WORK TASK:
Find the lines below in which the string "filter" occurs. Copy each one.

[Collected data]
Segment Open

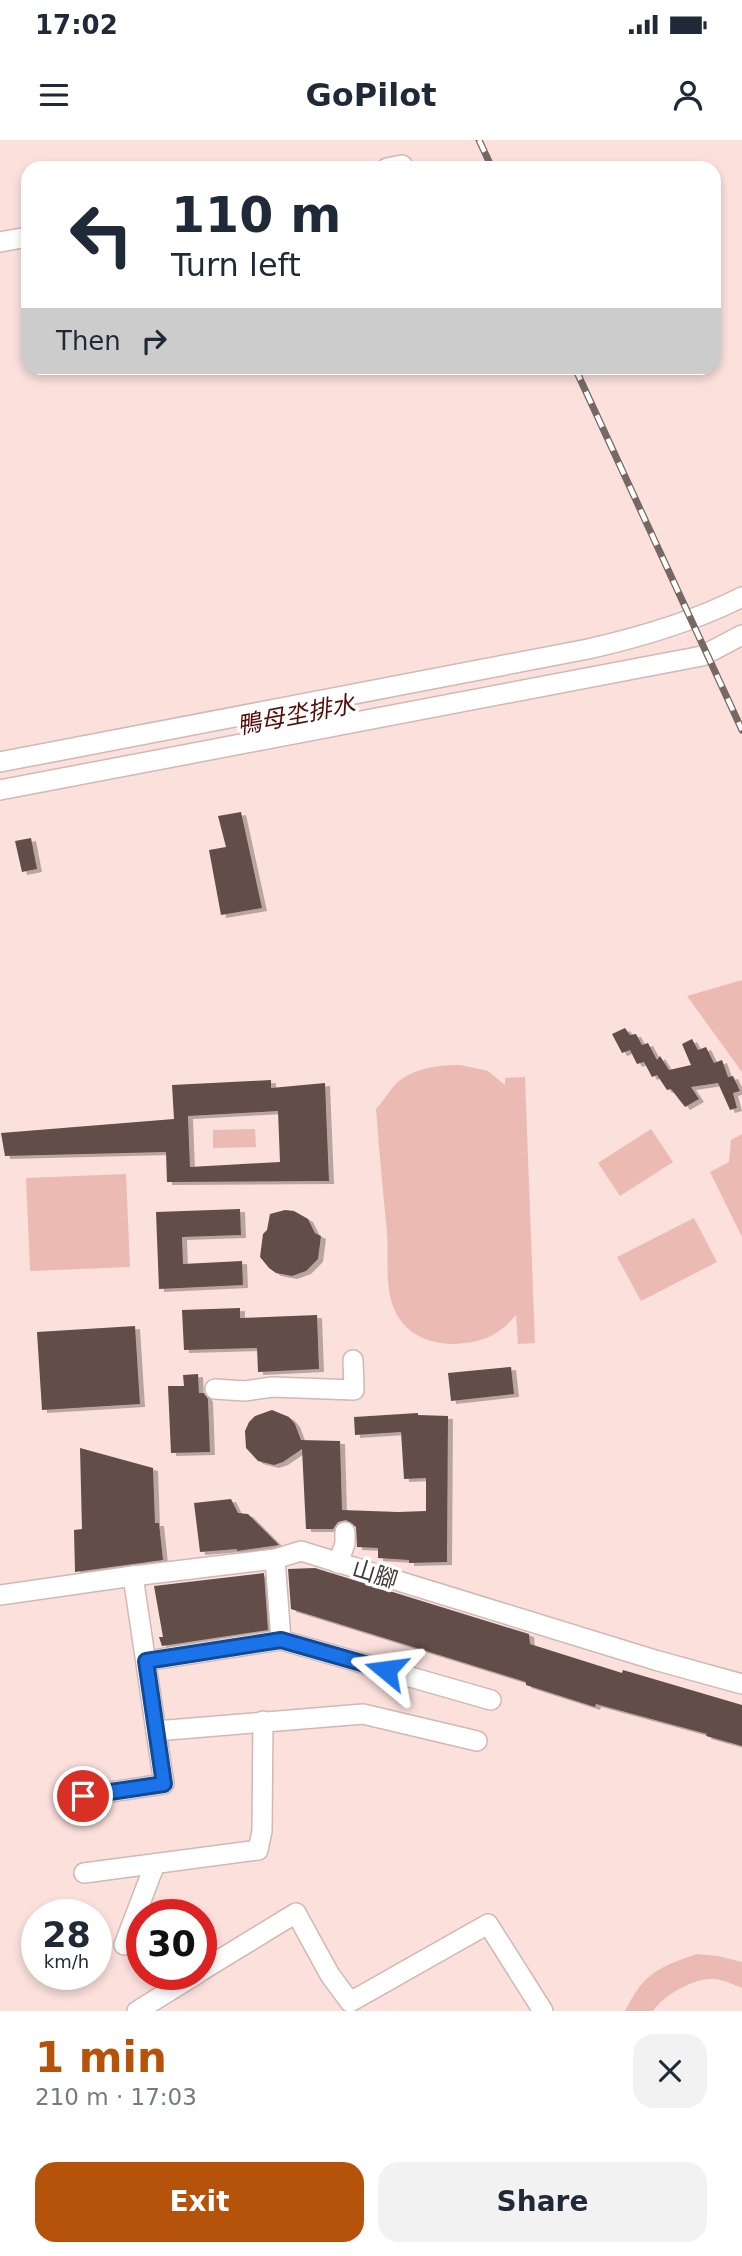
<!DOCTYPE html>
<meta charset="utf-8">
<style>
body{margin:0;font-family:"DejaVu Sans","Noto Sans TC",sans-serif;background:#f2f2f3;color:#1f2937;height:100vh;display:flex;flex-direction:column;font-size:26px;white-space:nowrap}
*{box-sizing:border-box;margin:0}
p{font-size:23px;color:#747a83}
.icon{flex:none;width:38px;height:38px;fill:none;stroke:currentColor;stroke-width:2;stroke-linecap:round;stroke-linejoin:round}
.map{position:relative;height:1871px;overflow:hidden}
.details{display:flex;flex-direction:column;background:#fff;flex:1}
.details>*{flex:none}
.top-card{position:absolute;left:21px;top:21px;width:700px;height:214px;border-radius:21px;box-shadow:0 4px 10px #0003;background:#fff;color:#1f2937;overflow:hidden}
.speed{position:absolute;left:21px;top:1759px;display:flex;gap:14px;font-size:35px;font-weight:700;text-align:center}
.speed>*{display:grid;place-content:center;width:91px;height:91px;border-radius:50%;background:#fff;box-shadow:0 4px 10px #0003;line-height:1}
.speed small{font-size:18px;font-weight:400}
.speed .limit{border:10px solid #d22;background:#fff;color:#111}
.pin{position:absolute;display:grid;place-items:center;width:60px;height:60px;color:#fff;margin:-30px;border:4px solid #fff;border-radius:50%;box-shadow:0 2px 7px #0007}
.me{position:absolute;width:77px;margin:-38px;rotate:286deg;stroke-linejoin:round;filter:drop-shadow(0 0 5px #0008)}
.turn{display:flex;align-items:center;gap:24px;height:147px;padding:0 35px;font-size:32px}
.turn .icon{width:91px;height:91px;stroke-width:2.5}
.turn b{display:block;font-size:49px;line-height:60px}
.then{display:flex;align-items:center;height:66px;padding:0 35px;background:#0003;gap:14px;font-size:26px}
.round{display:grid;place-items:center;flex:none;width:74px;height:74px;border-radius:21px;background:#f2f2f3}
.head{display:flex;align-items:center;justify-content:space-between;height:119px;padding:0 35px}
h1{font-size:42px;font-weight:600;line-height:52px;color:#b45309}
.primary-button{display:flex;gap:14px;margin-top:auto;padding:14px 35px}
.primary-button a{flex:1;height:80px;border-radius:21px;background:#b45309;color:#fff;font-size:28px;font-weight:600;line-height:80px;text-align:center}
.primary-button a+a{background:#f2f2f3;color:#1f2937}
.status{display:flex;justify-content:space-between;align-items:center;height:49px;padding:0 35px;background:#fff;direction:ltr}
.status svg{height:19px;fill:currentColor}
header{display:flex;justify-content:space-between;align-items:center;height:91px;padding:0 35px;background:#fff;font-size:32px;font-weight:600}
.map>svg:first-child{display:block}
</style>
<div class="status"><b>17:02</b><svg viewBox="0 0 49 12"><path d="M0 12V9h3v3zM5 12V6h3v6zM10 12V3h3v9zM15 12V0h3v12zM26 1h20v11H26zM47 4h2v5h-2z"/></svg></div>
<header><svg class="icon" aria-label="menu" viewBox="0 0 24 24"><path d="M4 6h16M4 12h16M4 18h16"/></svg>GoPilot<svg class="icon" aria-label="person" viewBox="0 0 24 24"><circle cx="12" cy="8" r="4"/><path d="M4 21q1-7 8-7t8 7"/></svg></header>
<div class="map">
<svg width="742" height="1871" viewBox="0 0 742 1871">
<defs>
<filter id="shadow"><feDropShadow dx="5" dy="3" stdDeviation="0" flood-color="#0004"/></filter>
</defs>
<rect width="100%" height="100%" fill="#fbe0dc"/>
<!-- green -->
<g fill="#ebbbb3">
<path d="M742,840V932L687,856Z"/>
<path d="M461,925L488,931L505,945V938L525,937L535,1203L518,1204L516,1175C500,1195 481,1203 455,1204C433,1204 411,1197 399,1178C383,1154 389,1120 387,1093C383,1052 379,1011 376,969C383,962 387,954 393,947C410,928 437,925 461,925Z"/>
<path d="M255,989L256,1007L213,1008V990Z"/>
<path d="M651,989L673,1022L620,1056L598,1023Z"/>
<path d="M742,994V1097L710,1032L729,1022L731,1000Z"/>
<path d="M126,1034L130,1127L30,1131L26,1038Z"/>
<path d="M694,1078L717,1122L641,1161L617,1117Z"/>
<path d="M697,1814L718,1816L742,1822V1848C734,1845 724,1840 715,1839C695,1837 664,1855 653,1871H625C645,1832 657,1828 697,1814Z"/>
</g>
<!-- building -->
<g fill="#624d49" fill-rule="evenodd" filter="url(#shadow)">
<path d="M241,672L262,768L221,775L209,710L226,707L218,676Z"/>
<path d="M31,698L37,729L22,732L15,701Z"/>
<path d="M625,888L630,895L636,894L642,905L648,903L657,920L660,916L669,930L691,925L682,904L692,899L698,910L706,907L714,923L722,920L728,937L733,936L740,951L733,953L737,968L730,970L718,943L691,947L699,959L685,967L671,949L667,950L657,935L652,937L644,922L637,924L630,910L622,913L612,894Z"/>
<path d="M271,940V948L325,943L329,1041L167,1042L166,1012L5,1016L1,993L174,979L172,945ZM278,971L280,1022L190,1027L188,976Z"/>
<path d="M240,1069L241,1095L182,1097L183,1124L242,1121L243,1145L159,1149L156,1072Z"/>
<path d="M285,1070L294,1071L308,1079L315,1093L321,1096L318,1119L306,1131L292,1136L276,1133L269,1128L260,1117L263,1094L267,1090L270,1074Z"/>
<path d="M240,1168V1178L317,1175L319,1229L258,1232L257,1208L184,1210L182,1170Z"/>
<path d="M135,1186L140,1264L42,1270L37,1192Z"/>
<path d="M511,1227L514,1254L451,1261L448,1233Z"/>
<path d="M198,1234L199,1253H204L208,1259L210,1312L171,1313L168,1246H184L183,1235Z"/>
<path d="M272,1270L289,1277L295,1284L301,1300L340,1301L342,1370L398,1372L426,1371V1338L404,1339L401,1292L355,1295L354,1277L418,1273V1275L448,1276L447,1422L409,1423V1420L378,1418V1408L357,1407L356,1387L346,1380L338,1382L333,1389H306L302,1309L283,1322L274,1325L258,1321L246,1308L245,1291L249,1282L255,1276Z"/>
<path d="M80,1308L153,1328L155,1383H159L163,1420L75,1432L74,1390L82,1389Z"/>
<path d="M231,1359L238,1373L248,1374L279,1405L237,1411V1409L200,1412L194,1363Z"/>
<path d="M315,1428L529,1494L530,1504L622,1533L623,1530L742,1565V1606L706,1596L707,1594L596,1564L595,1567L526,1545V1542L291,1469L288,1429Z"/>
<path d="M264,1433L268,1490L162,1506L159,1497H163L154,1446Z"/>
</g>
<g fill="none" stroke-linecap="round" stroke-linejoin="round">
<!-- minor casing -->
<g stroke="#d1b8b4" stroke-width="22">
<g id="minor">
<path d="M387,28L402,25"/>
<path d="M0,102L28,97"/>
<path d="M0,622L588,509C641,497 693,482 742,457"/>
<path d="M0,650L702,516L742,495"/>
<path d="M215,1249L245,1251L272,1247L354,1250L353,1220"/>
<path d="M275,1419L281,1500"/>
<path d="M338,1423L345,1404V1392"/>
<path d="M133,1436L156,1591L363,1574L477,1601"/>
<path d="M0,1455L133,1436L275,1419L301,1411L655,1520L742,1544"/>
<path d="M146,1521L281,1500L491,1560"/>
<path d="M83,1656L164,1644L156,1591"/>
<path d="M84,1733L258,1710L262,1691L263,1581"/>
<path d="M124,1805L155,1724"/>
<path d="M201,1831L296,1773L330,1835L350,1862L488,1784L543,1871"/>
<path d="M137,1871L197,1834"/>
</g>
</g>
<!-- minor -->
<use href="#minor" stroke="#fff" stroke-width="19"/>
<!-- rail casing -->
<g stroke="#766865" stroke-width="7">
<g id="rail">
<path d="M479,0L492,28"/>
<path d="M575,228L742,590"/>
</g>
</g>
<!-- rail -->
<use href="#rail" stroke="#fff" stroke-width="4.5" stroke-dasharray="13" stroke-linecap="butt"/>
</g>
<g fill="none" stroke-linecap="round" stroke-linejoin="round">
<!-- route casing -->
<g stroke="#114b97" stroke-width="18">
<path id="route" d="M83,1656L164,1644L146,1521L281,1500L386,1530"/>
</g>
<!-- route -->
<use href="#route" stroke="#1a73e8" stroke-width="12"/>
</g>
<g text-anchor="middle" stroke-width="7" stroke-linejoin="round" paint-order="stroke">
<!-- street labels -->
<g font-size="23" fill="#443a38" stroke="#fff">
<text transform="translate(375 1434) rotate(17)" y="8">山腳</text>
</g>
<!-- water labels -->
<g font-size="24" font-style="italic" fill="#520e09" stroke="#fff">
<text transform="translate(296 575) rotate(-11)" y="8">鴨母坔排水</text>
</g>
</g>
</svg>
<div class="speed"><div>28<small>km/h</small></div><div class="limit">30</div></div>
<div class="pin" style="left:83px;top:1656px;background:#d93025"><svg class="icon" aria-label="arrive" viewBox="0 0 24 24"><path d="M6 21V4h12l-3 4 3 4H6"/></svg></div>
<svg class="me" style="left:386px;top:1530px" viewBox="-20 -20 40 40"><path d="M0-17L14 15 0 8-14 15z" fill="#1a73e8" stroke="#fff" stroke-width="4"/></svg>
<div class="top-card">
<div class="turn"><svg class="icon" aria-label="left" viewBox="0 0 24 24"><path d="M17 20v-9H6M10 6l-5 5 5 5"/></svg><div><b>110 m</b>Turn left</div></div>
<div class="then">Then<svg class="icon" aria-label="right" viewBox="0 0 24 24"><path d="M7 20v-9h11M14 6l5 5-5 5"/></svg></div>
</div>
</div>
<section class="details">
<div class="head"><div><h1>1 min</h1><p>210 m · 17:03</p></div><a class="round"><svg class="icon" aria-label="close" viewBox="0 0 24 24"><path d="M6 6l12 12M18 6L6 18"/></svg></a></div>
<div class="primary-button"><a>Exit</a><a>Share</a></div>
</section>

Segment Closed

WRITTEN RESPONSE:
.me{position:absolute;width:77px;margin:-38px;rotate:286deg;stroke-linejoin:round;filter:drop-shadow(0 0 5px #0008)}
<filter id="shadow"><feDropShadow dx="5" dy="3" stdDeviation="0" flood-color="#0004"/></filter>
<g fill="#624d49" fill-rule="evenodd" filter="url(#shadow)">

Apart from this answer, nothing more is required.